*** Opening Entries supplied ***
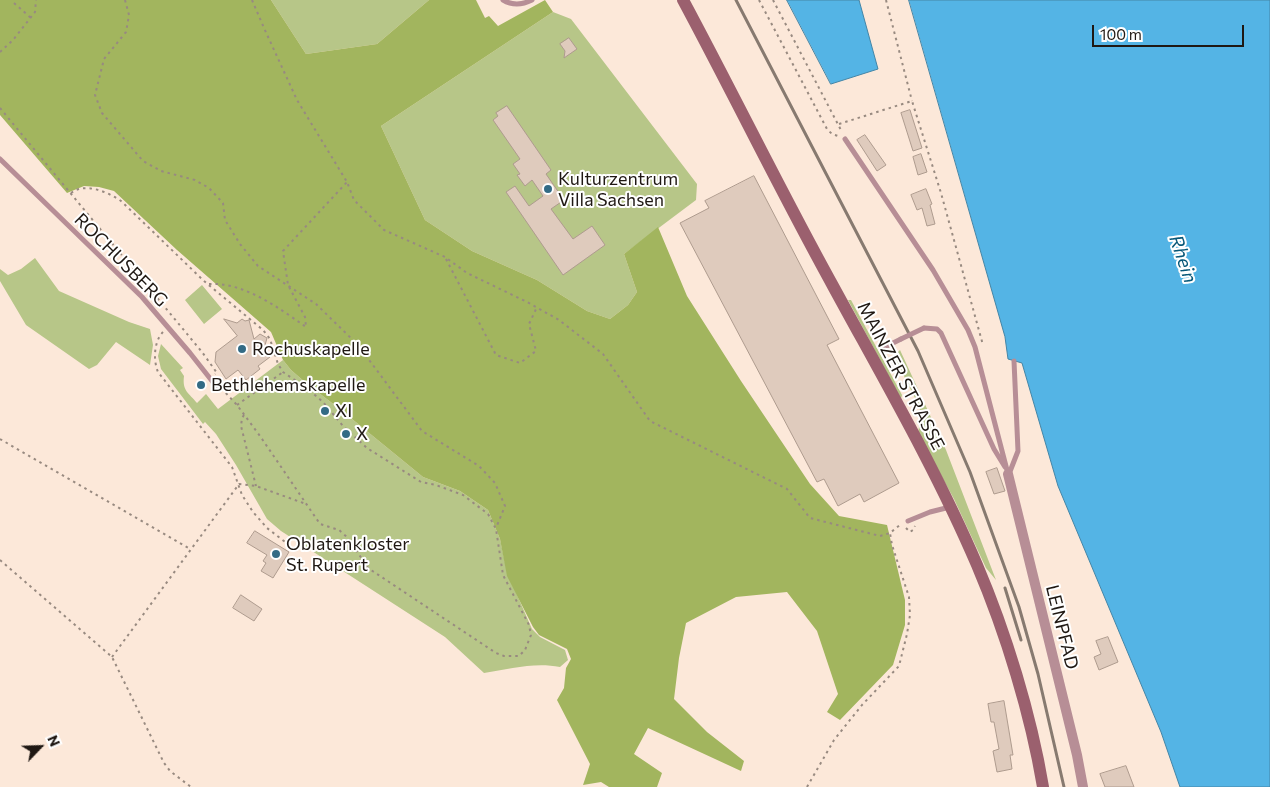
<!DOCTYPE html>
<style>
body{margin:0}
#map{position:relative;width:1270px;height:787px;overflow:hidden;background:#fce8d9;font-family:Commissioner,sans-serif}
canvas{display:block}
.north{position:absolute;left:15px;top:722px;width:50px;height:50px;-webkit-text-stroke:4px #fff;paint-order:stroke;rotate:66deg;font-size:14px;font-weight:700;line-height:20px;text-align:center;color:#1f1813}
.north::after{content:'';display:block;margin:auto;width:18px;height:22px;background:#1f1813;clip-path:polygon(50% 0,100% 100%,50% 72%,0 100%)}
.scale{position:absolute;left:1092px;top:25px;width:152px;height:22px;box-sizing:border-box;border:2px solid #1f1813;border-top:0;padding-left:6px;font-size:15px;line-height:18px;white-space:nowrap;color:#1f1813;-webkit-text-stroke:4px #fff;paint-order:stroke}
</style>
<div id="map">
<canvas width="1270" height="787"></canvas>
<div class="north">N</div>
<div class="scale">100 m</div>
</div>
<script>
const context = document.querySelector('canvas').getContext('2d');
context.lineJoin = 'round';
function fillPath(path, color) {
  context.fillStyle = color;
  context.fill(path, 'evenodd');
}
function strokePath(path, color, width, dash) {
  context.strokeStyle = color;
  context.lineWidth = width;
  context.lineCap = dash ? 'butt' : 'round';
  context.setLineDash(dash || []);
  context.stroke(path);
}
function label(font, color, halo, rows, align = 'center') {
  context.font = font + ' Commissioner,sans-serif';
  context.lineWidth = 4;
  context.setLineDash([]);
  context.textBaseline = 'middle';
  context.strokeStyle = halo;
  context.fillStyle = color;
  for (const [text, x, y, turn = 0] of rows) {
    context.save();
    context.translate(x, y);
    context.rotate((+turn || 0) * Math.PI / 180);
    context.textAlign = isNaN(turn) ? turn : align;
    if (halo) context.strokeText(text, 0, 0);
    context.fillText(text, 0, 0);
    context.restore();
  }
}
fillPath(new Path2D(`
 M271 0H429L377 44 306 54Z
 M553 12 571 19 697 184 696 200 624 254 637 292 628 305 610 319 587 311 537 280 472 251 425 220 381 126Z
 M35 258 59 291 129 322 150 329 153 345 150 365 116 342 97 365 89 369 26 325 0 281V269L8 275 21 269Z
 M202 285 222 309 204 324 185 300Z
 M848 300H851L902 395 901 399Z
 M161 344 183 368 180 370 184 376C182 391 189 393 197 403L206 394 218 409 283 360 291 370 306 383 341 410 423 477 460 491 488 510 500 539 507 572 532 629 540 637 565 650 568 660 560 667C534 662 510 669 484 673L445 637 281 531 267 519 236 465 216 434 205 422 203 424 161 369 158 356Z
 M900 350 946 450 996 580 986 568 954 499 918 433 921 415 919 406 896 360 897 353Z`), '#b7c688');
fillPath(new Path2D(`
 M0 0H271L306 54 377 44 429 0H476L485 18 489 16 498 26 545 0 553 12 381 126 425 220 472 251 537 280 587 311 610 319 628 305 637 292 624 254 658 227 687 296 741 381 810 484 839 516 887 525 905 600V625L893 665 840 720 827 712 838 694 817 631 787 592 736 597 686 623 679 658 674 699 707 732 744 761 741 771 648 728 634 754 662 773 657 787H609L601 782 583 785 590 764 557 700 564 688 566 668 571 659 567 649 539 635 533 627 507 576 500 539 488 510 460 491 423 477 341 410 306 383 291 370 283 360 271 332 177 250 114 191 99 187 84 186 67 193 0 115Z`), '#a2b55e');
const water = new Path2D(`
 M787 0H859L878 69 831 84Z
 M909 0H1270V787H1180L1161 732 1058 486 1022 363 1008 359 1005 337Z`);
fillPath(water, '#54b4e5');
strokePath(water, '#4485a6', 1);
const building = new Path2D(`
 M569 38 577 49 564 58 565 51 560 44Z
 M507 106 551 170 546 174 564 200 551 209 573 239 592 226 605 245 563 275 506 192 515 186 529 206 543 196 532 180 525 186 517 175 520 174 513 164 520 159 493 120 498 116 496 113Z
 M910 110 922 148 913 151 901 113Z
 M865 135 886 165 877 171 857 140Z
 M921 154 927 172 918 175 913 157Z
 M754 176 839 339 827 345 899 483 864 502 860 494 838 506 824 479 817 482 680 223 709 208 705 201Z
 M926 189 932 204 930 205 935 224 927 226 922 208 917 210 911 195Z
 M224 319 237 323 242 319 245 321 249 320 254 339 260 334 267 338 264 349 270 357 258 366 260 369 246 380 238 370 226 379 215 362 216 352 237 336Z
 M997 468 1005 491 994 494 986 472Z
 M255 531 289 552 273 578 261 571 266 563 263 561 267 555 247 543Z
 M241 595 262 609 254 621 233 608Z
 M1108 637 1118 662 1099 670 1094 657 1101 654 1096 641Z
 M1004 701 1013 755H1010L1012 769 997 772 993 751 999 749 994 722H991L988 704Z
 M1126 766 1134 787H1105L1100 774Z`);
fillPath(building, '#dfcbbd');
strokePath(building, '#ae9b8e', 1);
strokePath(new Path2D(`
 M125 0 129 15 126 32 104 59 95 95 102 113 143 161 161 171 195 180 209 188 223 203 225 220 240 244 258 266 316 304 358 345 422 431 479 466 495 483 505 506 496 528
 M252 0 264 28 297 100 347 182 354 200 384 230 445 257 467 273 527 302 559 320 603 354 650 421 787 489 810 518 880 536 890 533
 M759 0 827 129 832 134 838 136
 M773 0 842 132
 M886 0 912 101
 M14 3 31 18
 M0 52 13 40 35 12 36 0
 M0 108 202 352 217 373 215 374
 M839 124 912 101 941 193 983 345
 M71 193C85 182 108 192 121 201L204 281 263 330 270 339 278 364 283 372 308 389 323 402 343 426 367 448 421 482 436 485 463 495 488 514 496 529 503 575 529 625 531 635 525 650 519 656H504L496 653 368 568 348 538 339 530 320 524 260 436 237 405 223 390
 M446 259 496 355 520 363 536 351 529 324 537 307
 M209 284C244 282 279 308 306 327L305 317 288 285 283 251 347 182
 M163 332C154 341 153 360 158 372L232 467 242 495 253 512 267 528 289 545
 M237 405 283 372
 M244 415 242 418 241 426 256 486
 M0 439 190 549
 M906 528 910 532 913 530 915 526
 M0 560 112 657 164 763 170 771 191 787
 M112 657 239 484 256 486 306 504
 M807 787 834 740 862 705 899 666 907 634 910 615 909 597 892 545 890 533 901 524`), '#988a80', 2, [2.5, 4]);
strokePath(new Path2D(`
 M503 0C513 6 522 5 532 0
 M845 139 933 270 968 330 975 347 1008 474
 M0 159 142 297 190 353 216 386
 M924 328 937 329 941 333 994 449 1005 467
 M883 348 901 339
 M1009 474 1018 451 1014 361
 M908 521 930 512 950 507`), '#b78e96', 5);
strokePath(new Path2D(`
 M1008 474 1077 755 1083 787`), '#b78e96', 10);
strokePath(new Path2D(`
 M683 0C734 95 781 192 833 286 883 378 936 469 977 565 1006 633 1031 715 1043 787`), '#9b606e', 12);
strokePath(new Path2D(`
 M736 0 918 351 970 472 1019 607 1038 674 1064 787
 M1005 588 1021 640`), '#877a70', 3);
strokePath(new Path2D(`
 M901 339 924 328`), '#b78e96', 5);
for (const [x, y, r, color] of [
 [548,189,5,"#336b85"],
 [242,349,5,"#336b85"],
 [201,385,5,"#336b85"],
 [325,411,5,"#336b85"],
 [346,434,5,"#336b85"],
 [276,554,5,"#336b85"]
]) {
  const dot = new Path2D();
  dot.arc(x, y, r, 0, 2 * Math.PI);
  context.fillStyle = color;
  context.fill(dot);
  strokePath(dot, '#fff', 2);
}
label('18px', '#1f1813', '#fff', [
 ["Kulturzentrum",558,179],
 ["Villa Sachsen",558,200],
 ["Rochuskapelle",252,349],
 ["Bethlehemskapelle",211,385],
 ["XI",335,411],
 ["X",356,434],
 ["Oblatenkloster",286,544],
 ["St. Rupert",286,565]
], 'left');
label('18px', '#1f1813', '#fff', [
 ["ROCHUSBERG",121,260,45],
 ["MAINZER STRASSE",901,376,62],
 ["LEINPFAD",1062,627,76]
]);
label('italic 19px', '#075778', '#fff', [
 ["Rhein",1183,259,71]
]);
</script>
*** Closing Entries supplied ***
In the entries above, the lines between the one holding "M1009 474 1018 451 1014 361" and the one holding "M1005 588 1021", inclusive, are to be printed exactly as written, and those alone.

 M1009 474 1018 451 1014 361
 M908 521 930 512 950 507`), '#b78e96', 5);
strokePath(new Path2D(`
 M1008 474 1077 755 1083 787`), '#b78e96', 10);
strokePath(new Path2D(`
 M683 0C734 95 781 192 833 286 883 378 936 469 977 565 1006 633 1031 715 1043 787`), '#9b606e', 12);
strokePath(new Path2D(`
 M736 0 918 351 970 472 1019 607 1038 674 1064 787
 M1005 588 1021 640`), '#877a70', 3);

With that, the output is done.